Today I saw this, I was like omfg... I never saw it up close and personal.. they were right infront of MY car. I wonder what does ducks signify? I google and found this! http://wiki.answers.com/Q/What_does_it_mean_when_you_see_different_birds_.._or_are_there_any_meanings

Duck - Luck in speculation, money coming, plenty, success, wealth. 
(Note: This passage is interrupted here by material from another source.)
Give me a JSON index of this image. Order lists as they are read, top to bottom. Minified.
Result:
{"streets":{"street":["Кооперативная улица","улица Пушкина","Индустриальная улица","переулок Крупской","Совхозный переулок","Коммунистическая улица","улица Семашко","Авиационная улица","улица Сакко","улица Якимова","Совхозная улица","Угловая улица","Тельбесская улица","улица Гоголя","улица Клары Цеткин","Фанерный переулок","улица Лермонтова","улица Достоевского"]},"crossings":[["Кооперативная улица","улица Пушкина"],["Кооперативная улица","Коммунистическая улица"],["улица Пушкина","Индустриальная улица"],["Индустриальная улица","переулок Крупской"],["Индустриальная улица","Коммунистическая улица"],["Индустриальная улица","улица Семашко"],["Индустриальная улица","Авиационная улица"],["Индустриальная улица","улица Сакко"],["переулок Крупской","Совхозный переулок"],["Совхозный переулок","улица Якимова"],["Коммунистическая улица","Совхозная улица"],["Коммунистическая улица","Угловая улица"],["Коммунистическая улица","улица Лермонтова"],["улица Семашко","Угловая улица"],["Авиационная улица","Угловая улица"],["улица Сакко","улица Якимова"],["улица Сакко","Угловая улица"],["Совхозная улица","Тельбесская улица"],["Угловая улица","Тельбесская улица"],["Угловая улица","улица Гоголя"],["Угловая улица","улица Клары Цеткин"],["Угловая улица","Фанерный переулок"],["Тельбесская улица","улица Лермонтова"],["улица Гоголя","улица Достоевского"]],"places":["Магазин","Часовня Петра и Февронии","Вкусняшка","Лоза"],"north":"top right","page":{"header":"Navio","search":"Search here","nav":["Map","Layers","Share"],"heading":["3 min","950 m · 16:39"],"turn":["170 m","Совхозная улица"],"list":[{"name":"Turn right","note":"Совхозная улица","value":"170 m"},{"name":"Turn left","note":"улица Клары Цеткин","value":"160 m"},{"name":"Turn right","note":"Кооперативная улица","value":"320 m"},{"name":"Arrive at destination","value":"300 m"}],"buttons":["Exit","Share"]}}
Okie I know I'm lame... gua gua gua. But maybe God has a message for me? I know he has you know why? I keep thinking of this speaker Nick Vujicic, it keeps popping up. Man, I need to go for his event but the tickets are just like SOLD out. Crap... I wonder who has spare and are willing to sell me. Well, if it happens. if not I will go to the next one then.  Okie, maybe u are thinking why I know its a message.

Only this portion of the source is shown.